Mas a grande surpresa é seu último romance, de temática genuinamente brasileira, Eu vos abraço, milhões (2010). O texto envolve, direta e indiretamente, personagens e delírios da cultura política comunista no Brasil; um deles em especial: Astrojildo Pereira. Apesar disso, o livro é construído à maneira da maioria das obras de escritores judeus que se expressavam em ídish, constituídas de narrativas centradas num único personagem, na forma de monólogos, sendo Scholem Aleichem o grande mestre do gênero. Têvie, o leiteiro é composto por vários contos concebidos como monólogos, em que o personagem Têvie se dirige a Scholem Aleichem para lhe narrar todas as suas atribulações ao longo da vida, e se inicia com uma carta do personagem ao escritor.
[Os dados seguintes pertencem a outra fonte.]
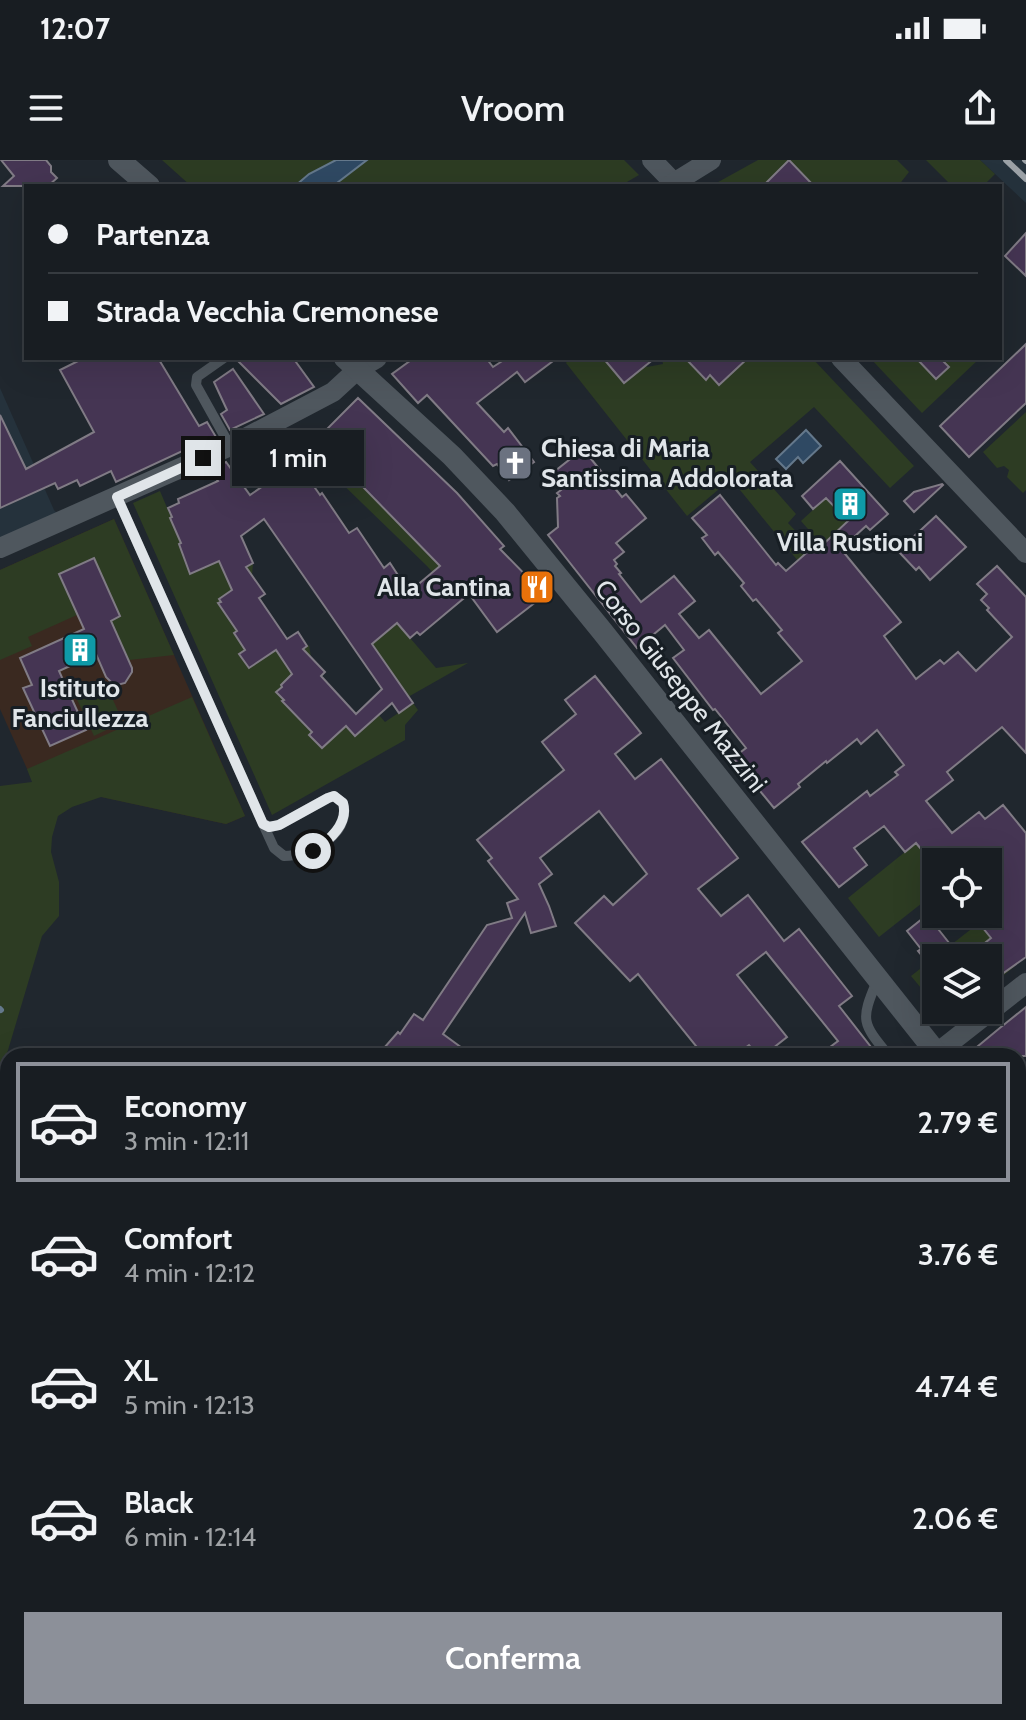 <!DOCTYPE html>
<html lang="it">
<head>
<meta charset="utf-8">
<style>
  body { margin:0; font-family:Cabin,sans-serif; background:#21262a; color:#f1f3f6; height:100vh; display:flex; flex-direction:column; font-size:30px; white-space:nowrap }
  * { box-sizing:border-box; margin:0 }
  p { font-size:26px; color:#9fa2a5 }
  .icon { flex:none; width:44px; height:44px; fill:none; stroke:currentColor; stroke-width:2; stroke-linecap:round; stroke-linejoin:round }
  .map { position:relative; flex:1; overflow:hidden }
  .drawer { position:absolute; left:0px; top:888px; width:1026px; height:672px; display:flex; flex-direction:column; background:#181d22; border-radius:24px 24px 0 0; box-shadow:0 8px 32px #0002,0 0 0 2px #363b40 }
  .drawer>* { flex:none }
  .hud { position:absolute; left:24px; top:24px; width:978px; height:176px; border-radius:0px; box-shadow:0 8px 32px #0002,0 0 0 2px #363b40; display:grid; align-content:center; height:176px; padding:0 24px; background:#181d22 }
  .tools { position:absolute; left:922px; top:688px; display:grid; gap:16px }
  .tools a { display:grid; place-items:center; width:80px; height:80px; border-radius:0px; background:#181d22; box-shadow:0 8px 32px #0002,0 0 0 2px #363b40; font-size:40px }
  .end { position:absolute; width:36px; height:36px; margin:-18px; border:10px solid #e0e5e9; background:#111; box-shadow:0 0 0 4px #111 }
  .from { border-radius:50% }
  .bubble { position:absolute; height:56px; border-radius:0px; background:#181d22; box-shadow:0 8px 32px #0002,0 0 0 2px #363b40; font-size:26px; font-weight:600; line-height:56px; text-align:center }
  .hud b { display:flex; align-items:center; gap:28px; height:76px; font-size:30px }
  .hud b+b { border-top:2px solid #363b40 }
  .hud i { width:20px; height:20px; background:#f1f3f6 }
  ul { padding:14px 0 0; list-style:none }
  li { display:flex; align-items:center; gap:24px; height:120px; margin:0 16px 12px; padding:0 8px; border:4px solid transparent; border-radius:0px }
  li div { flex:1 }
  li b { display:block; font-size:30px }
  li em { font-style:normal; font-weight:600 }
  li.on { border-color:#8c9099 }
  li>.icon { width:72px; height:72px; stroke-width:1.5 }
  .primary-button { display:flex; gap:16px; margin-top:auto; padding:16px 24px }
  .primary-button a { flex:1; height:92px; border-radius:0px; background:#8c9099; color:#fff; font-size:32px; font-weight:600; line-height:92px; text-align:center }
  .status { display:flex; justify-content:space-between; align-items:center; height:56px; padding:0 40px; background:#181d22; direction:ltr }
  .status svg { height:22px; fill:currentColor }
  header { display:flex; justify-content:space-between; align-items:center; height:104px; padding:0 24px; background:#181d22; font-size:36px; font-weight:600 }
  .map>svg:first-child { display:block }
  .built { fill:#25323c }
  .education { fill:#3a2920 }
  .green { fill:#2d3c23 }
  .water { fill:#2f4963; stroke:#64788b; stroke-width:2 }
  .lines { fill:none; stroke-linecap:round; stroke-linejoin:round }
  .stream { stroke:#64788b; stroke-width:6 }
  .building { fill:#453553; stroke:#807b85; stroke-width:2; fill-rule:evenodd }
  .service { stroke:#4f575e; stroke-width:10 }
  .minor { stroke:#4f575e; stroke-width:20 }
  .tertiary { stroke:#4f575e; stroke-width:22 }
  .rail { stroke:#9ba1a6; stroke-width:6 }
  .route { stroke:#e0e5e9; stroke-width:10 }
  .labels { text-anchor:middle; dominant-baseline:central; stroke-width:6; stroke-linejoin:round; paint-order:stroke }
  .poi-label { font-size:26px; font-weight:bold; fill:#e0e5e9; stroke:#171e24 }
  .street-label { font-size:26px; fill:#e0e5e9; stroke:#171e24 }
</style>
</head>
<body>
<div class="status"><b>12:07</b><svg viewBox="0 0 49 12"><path d="M0 12V9h3v3zM5 12V6h3v6zM10 12V3h3v9zM15 12V0h3v12zM26 1h20v11H26zM47 4h2v5h-2z"/></svg></div>
<header><svg class="icon" aria-label="menu" viewBox="0 0 24 24"><path d="M4 6h16M4 12h16M4 18h16"/></svg>Vroom<svg class="icon" aria-label="share" viewBox="0 0 24 24"><path d="M12 15V3M7 8l5-5 5 5M5 13v7h14v-7"/></svg></header>
<div class="map">
<svg width="1026" height="1560" viewBox="0 0 1026 1560">
  <rect width="100%" height="100%" fill="#20272e"/>
  <g class="built">
    <path d="M 980,0 L 1026,0 L 1026,43 L 995,14 Z"/>
    <path d="M 0,228 L 54,350 L 62,359 L 0,386 Z"/>
    <path d="M 0,1183 L 8,1185 L 8,1455 L 0,1453 Z"/>
    <path d="M 1018,1440 L 1026,1443 L 1026,1560 L 361,1560 L 334,1552 L 1018,1552 Z"/>
    <path d="M 12,1552 L 325,1552 L 352,1560 L 9,1560 Z"/>
  </g>
  <path class="education" d="M 114,359 L 245,656 L 226,664 L 33,622 L 0,549 L 0,410 Z"/>
  <g class="green">
    <path d="M 162,0 L 624,0 L 639,15 L 620,26 L 191,26 Z"/>
    <path d="M 758,0 L 897,0 L 909,12 L 898,26 L 711,26 Z"/>
    <path d="M 926,0 L 980,0 L 995,14 L 983,26 L 952,26 Z"/>
    <path d="M 569,198 L 644,198 L 647,207 L 663,204 L 662,198 L 690,198 L 706,219 L 710,215 L 719,225 L 746,200 L 745,198 L 812,198 L 914,306 L 890,328 L 814,247 L 750,302 L 796,354 L 788,363 L 812,388 L 798,401 L 731,319 L 687,356 L 566,203 Z"/>
    <path d="M 870,198 L 980,198 L 922,253 Z"/>
    <path d="M 1026,252 L 1026,330 L 1023,333 L 1007,317 L 1009,310 L 1004,306 L 997,308 L 983,292 Z"/>
    <path d="M 280,279 L 284,280 L 298,301 L 275,318 L 329,368 L 341,360 L 350,373 L 349,451 L 247,303 L 250,293 Z"/>
    <path d="M 339,303 L 458,424 L 404,471 L 436,508 L 468,503 L 408,537 L 372,484 L 443,424 L 427,406 L 330,312 Z"/>
    <path d="M 160,331 L 182,383 L 179,385 L 189,398 L 184,400 L 190,414 L 219,401 L 226,416 L 253,403 L 252,416 L 220,438 L 221,442 L 219,444 L 232,464 L 241,469 L 234,474 L 245,490 L 239,494 L 249,508 L 276,490 L 284,502 L 309,485 L 311,497 L 281,525 L 282,527 L 277,532 L 284,540 L 282,542 L 304,564 L 306,562 L 315,570 L 309,575 L 321,588 L 346,566 L 356,576 L 379,555 L 385,562 L 413,543 L 418,550 L 405,565 L 405,580 L 272,655 L 133,343 Z"/>
    <path d="M 826,338 L 848,361 L 822,385 L 801,361 Z"/>
    <path d="M 114,359 L 174,495 L 129,500 L 111,461 L 120,456 L 93,398 L 59,414 L 77,455 L 28,477 L 32,486 L 0,500 L 0,410 Z"/>
    <path d="M 104,520 L 123,562 L 94,576 L 74,533 Z"/>
    <path d="M 192,537 L 245,656 L 226,664 L 101,637 L 72,647 L 58,656 L 52,677 L 51,692 L 59,722 L 59,756 L 42,776 L 0,917 L 0,626 L 32,622 L 27,609 Z"/>
    <path d="M 916,683 L 936,707 L 936,732 L 879,777 L 848,738 Z"/>
    <path d="M 979,763 L 1014,807 L 988,828 L 988,798 L 936,798 L 936,846 L 911,816 Z"/>
    <path d="M 0,1474 L 8,1476 L 8,1552 L 12,1552 L 9,1560 L 0,1560 Z"/>
  </g>
  <g class="water">
    <path d="M 336,0 L 367,0 L 333,26 L 295,26 L 309,14 Z"/>
    <path d="M 806,270 L 821,286 L 803,303 L 798,297 L 786,309 L 776,299 Z"/>
  </g>
  <g class="lines">
    <path class="stream" d="M 0,849 L 1,850"/>
  </g>
  <g class="building">
    <path d="M 1,0 L 46,0 L 51,6 L 51,12 L 57,18 L 48,26 L 3,26 L 14,16 Z"/>
    <path d="M 789,0 L 814,26 L 763,26 Z"/>
    <path d="M 1026,73 L 1026,116 L 1005,96 Z"/>
    <path d="M 1026,184 L 1026,243 L 969,297 L 940,266 Z"/>
    <path d="M 84,198 L 158,198 L 199,266 L 207,262 L 216,277 L 194,288 L 193,286 L 116,322 L 111,311 L 80,326 L 77,320 L 58,329 L 55,323 L 0,348 L 0,255 L 26,309 L 94,272 L 60,210 Z"/>
    <path d="M 235,198 L 293,198 L 314,227 L 281,244 Z"/>
    <path d="M 414,198 L 486,198 L 493,207 L 507,198 L 557,198 L 525,222 L 517,212 L 477,243 L 504,272 L 508,268 L 534,302 L 509,320 L 497,304 L 493,306 L 427,235 L 418,243 L 392,214 Z"/>
    <path d="M 603,198 L 655,198 L 624,223 Z"/>
    <path d="M 685,198 L 748,198 L 719,225 L 710,215 L 706,220 Z"/>
    <path d="M 916,198 L 940,198 L 949,207 L 936,219 Z"/>
    <path d="M 233,209 L 264,254 L 230,270 L 221,254 L 227,250 L 214,222 Z"/>
    <path d="M 358,238 L 457,333 L 504,386 L 500,389 L 545,435 L 497,472 L 469,434 L 420,475 L 417,472 L 410,478 L 397,463 L 372,484 L 413,543 L 399,553 L 392,543 L 355,576 L 346,566 L 322,588 L 309,575 L 312,572 L 282,541 L 284,540 L 276,532 L 282,527 L 281,525 L 292,514 L 276,490 L 249,508 L 239,494 L 245,490 L 234,473 L 237,471 L 218,443 L 221,442 L 219,439 L 232,430 L 219,401 L 190,414 L 179,384 L 181,383 L 170,358 L 172,357 L 168,348 L 179,343 L 178,339 L 218,321 L 210,309 L 226,302 L 250,335 L 292,306 L 296,312 L 301,308 L 320,335 L 322,333 L 349,373 L 357,368 L 384,408 L 390,403 L 409,432 L 440,406 L 329,292 L 339,283 L 328,268 ZM 264,359 L 382,529 L 356,554 L 321,516 L 325,512 L 303,489 L 307,486 L 298,472 L 287,479 L 259,438 L 265,434 L 246,407 L 253,403 L 241,376 Z"/>
    <path d="M 583,289 L 622,337 L 626,334 L 646,358 L 616,383 L 624,392 L 614,400 L 617,404 L 615,406 L 621,413 L 619,414 L 641,442 L 674,416 L 695,441 L 679,454 L 699,478 L 709,470 L 761,534 L 802,501 L 778,473 L 782,470 L 756,439 L 753,441 L 741,426 L 744,423 L 718,392 L 715,395 L 702,378 L 707,375 L 692,358 L 720,335 L 776,405 L 778,403 L 786,411 L 812,388 L 815,392 L 848,361 L 826,338 L 813,349 L 802,336 L 840,301 L 888,354 L 870,370 L 866,366 L 841,389 L 901,462 L 884,476 L 916,519 L 940,500 L 944,504 L 958,492 L 976,511 L 1012,477 L 987,450 L 989,448 L 981,440 L 987,434 L 977,424 L 997,406 L 1026,437 L 1026,593 L 1002,567 L 947,612 L 953,620 L 926,641 L 952,673 L 979,652 L 985,659 L 1003,645 L 1026,673 L 1026,797 L 988,824 L 988,798 L 966,798 L 991,778 L 979,763 L 988,755 L 988,702 L 939,702 L 936,698 L 936,707 L 916,683 L 905,692 L 884,666 L 854,688 L 867,705 L 839,727 L 802,682 L 867,631 L 870,636 L 898,615 L 895,612 L 904,605 L 877,570 L 861,584 L 857,579 L 827,603 L 826,601 L 798,624 L 800,627 L 774,648 L 733,598 L 746,588 L 715,549 L 713,550 L 673,498 L 684,490 L 665,465 L 637,488 L 548,375 L 558,367 L 557,338 L 560,336 L 557,333 L 561,330 L 550,315 Z"/>
    <path d="M 942,324 L 943,325 L 914,352 L 904,341 L 914,332 Z"/>
    <path d="M 936,356 L 966,387 L 930,420 L 919,407 L 916,410 L 898,391 Z"/>
    <path d="M 94,398 L 120,456 L 111,461 L 132,508 L 132,512 L 125,523 L 117,525 L 112,523 L 106,517 L 96,494 L 59,511 L 86,570 L 50,586 L 23,528 L 32,525 L 20,498 L 84,469 L 59,414 Z"/>
    <path d="M 595,516 L 641,573 L 615,594 L 635,619 L 661,599 L 738,698 L 698,729 L 721,756 L 748,735 L 784,781 L 799,769 L 852,836 L 839,846 L 878,896 L 818,896 L 838,881 L 766,792 L 737,815 L 787,877 L 763,896 L 758,896 L 749,885 L 734,896 L 704,896 L 638,814 L 630,821 L 575,763 L 604,736 L 613,745 L 647,714 L 599,651 L 540,698 L 552,714 L 539,724 L 549,746 L 556,766 L 531,773 L 525,753 L 443,874 L 473,896 L 377,896 L 398,872 L 400,874 L 414,854 L 423,860 L 487,765 L 512,758 L 507,743 L 518,739 L 488,701 L 492,698 L 477,680 L 564,610 L 542,582 L 576,554 L 565,540 Z"/>
    <path d="M 927,755 L 961,798 L 934,798 L 928,803 L 918,791 L 921,789 L 907,771 Z"/>
    <path d="M 1026,847 L 1026,896 L 966,896 L 1001,867 Z"/>
  </g>
  <g class="lines">
    <g class="service">
      <path d="M 224,198 L 197,217 L 196,225 L 230,286"/>
      <path d="M 117,337 L 263,664 L 274,688 L 284,696 C 310,696 352,674 343,643 L 334,636 L 328,638 L 279,665 L 271,667 L 263,664"/>
      <path d="M 877,821 C 860,861 862,863 889,896"/>
      <path d="M 228,1560 L 230,1552"/>
    </g>
    <g class="minor">
      <path d="M 652,0 L 677,26"/>
      <path d="M 669,26 L 711,0"/>
      <path d="M 841,198 L 1026,393"/>
      <path d="M 0,388 L 230,286 L 333,232 L 358,209 L 377,198"/>
      <path d="M 937,893 L 1026,823"/>
      <path d="M 0,1455 L 8,1457"/>
      <path d="M 331,1552 L 358,1560"/>
    </g>
    <g class="tertiary">
      <path d="M 119,0 L 149,26"/>
      <path d="M 345,198 L 452,296 L 505,352 L 602,471 L 939,896"/>
      <path d="M 1018,994 L 1026,1004"/>
    </g>
    <g class="rail">
      <path d="M 1006,0 L 1026,19"/>
      <path d="M 1025,0 L 1026,1"/>
    </g>
  </g>
  <g class="lines">
    <path class="route" d="M 203,298 L 117,337 L 263,664 L 269,667 L 279,665 L 328,638 L 334,636 L 343,643 C 349,664 330,680 313,691"/>
  </g>
  <defs>
    <symbol id="church-square" viewBox="-11 -11 22 22"><rect x="-9" y="-9" width="18" height="18" rx="4" fill="#6b7280" stroke="#171e24"/><path d="M-1.2-6h2.4v3.5h3.3v2.4h-3.3V6h-2.4V-.1h-3.3v-2.4h3.3Z" fill="#fff"/></symbol>
    <symbol id="building-square" viewBox="-11 -11 22 22"><rect x="-9" y="-9" width="18" height="18" rx="4" fill="#0f9aa8" stroke="#171e24"/><path d="M-4-6H4V6H1V3H-1V6H-4ZM-2.5-4.3h1.7v1.8h-1.7ZM.8-4.3h1.7v1.8H.8ZM-2.5-1h1.7V.8h-1.7ZM.8-1h1.7V.8H.8Z" fill="#fff"/></symbol>
    <symbol id="restaurant-square" viewBox="-11 -11 22 22"><rect x="-9" y="-9" width="18" height="18" rx="4" fill="#e8710a" stroke="#171e24"/><path d="M-5-6h1v4h1v-4h1v4h1v-4h1v5L-1.5 .5V6h-2V.5L-5-1ZM5-6V6H3V1.5H1.5Q1.5-4 5-6Z" fill="#fff"/></symbol>
  </defs>
  <g fill-rule="evenodd">
    <use href="#church-square" x="495" y="283" width="40" height="40"/>
    <use href="#building-square" x="830" y="324" width="40" height="40"/>
    <use href="#restaurant-square" x="517" y="407" width="40" height="40"/>
    <use href="#building-square" x="60" y="470" width="40" height="40"/>
  </g>
  <g class="labels">
    <g class="poi-label">
      <text x="541" y="288" text-anchor="start">Chiesa di Maria<tspan x="541" dy="30">Santissima Addolorata</tspan></text>
      <text x="850" y="382">Villa Rustioni</text>
      <text x="511" y="427" text-anchor="end">Alla Cantina</text>
      <text x="80" y="528">Istituto<tspan x="80" dy="30">Fanciullezza</tspan></text>
    </g>
    <g class="street-label">
      <text transform="translate(681 526) rotate(52)">Corso Giuseppe Mazzini</text>
    </g>
  </g>
</svg>
<div class="tools">
<a><svg class="icon" aria-label="locate" viewBox="0 0 24 24"><circle cx="12" cy="12" r="6"/><path d="M12 2v4M12 18v4M2 12h4M18 12h4"/></svg></a>
<a><svg class="icon" aria-label="layers" viewBox="0 0 24 24"><path d="M12 4l9 5-9 5-9-5zM3 14l9 5 9-5"/></svg></a>
</div>
<i class="end from" style="left:313px;top:691px"></i>
<i class="end" style="left:203px;top:298px"></i>
<div class="bubble" style="left:232px;top:270px;width:132px">1 min</div>
<div class="hud">
<b><i class="from"></i>Partenza</b>
<b><i></i>Strada Vecchia Cremonese</b>
</div>
<section class="drawer">
<ul>
<li class="on"><svg class="icon" aria-label="car" viewBox="0 0 24 24"><path d="M5 17H2v-5l4-1 3-4h7l3 4 3 1v5h-3M9 17h6M6 11h13"/><circle cx="7" cy="17" r="2"/><circle cx="17" cy="17" r="2"/></svg><div><b>Economy</b><p>3 min · 12:11</p></div><em>2.79 €</em></li>
<li><svg class="icon" aria-label="car" viewBox="0 0 24 24"><path d="M5 17H2v-5l4-1 3-4h7l3 4 3 1v5h-3M9 17h6M6 11h13"/><circle cx="7" cy="17" r="2"/><circle cx="17" cy="17" r="2"/></svg><div><b>Comfort</b><p>4 min · 12:12</p></div><em>3.76 €</em></li>
<li><svg class="icon" aria-label="car" viewBox="0 0 24 24"><path d="M5 17H2v-5l4-1 3-4h7l3 4 3 1v5h-3M9 17h6M6 11h13"/><circle cx="7" cy="17" r="2"/><circle cx="17" cy="17" r="2"/></svg><div><b>XL</b><p>5 min · 12:13</p></div><em>4.74 €</em></li>
<li><svg class="icon" aria-label="car" viewBox="0 0 24 24"><path d="M5 17H2v-5l4-1 3-4h7l3 4 3 1v5h-3M9 17h6M6 11h13"/><circle cx="7" cy="17" r="2"/><circle cx="17" cy="17" r="2"/></svg><div><b>Black</b><p>6 min · 12:14</p></div><em>2.06 €</em></li>
</ul>
<div class="primary-button"><a>Conferma</a></div>
</section>
</div>
</body>
</html>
E o personagem de Scliar escreve uma carta para o neto relatando episódios de sua longa vida num monólogo.

Levando-se em conta que Scholem Aleichem escreveu um conto chamado Se eu fosse Rothschild e Scliar tem um conto com o mesmo nome, o humor no meio da desgraça dos seus personagens preferidos, os gauche da vida, vislumbra-se a tradição do conto judaico na literatura brasileira.

 

Dina Lida Kinoshita, professora doutora, é membro dos Amigos Brasileiros do PAZ AGORA e do Conselho da Cátedra UNESCO de Educação para a Paz, Direitos Humanos, Democracia e Tolerância – IEA USP.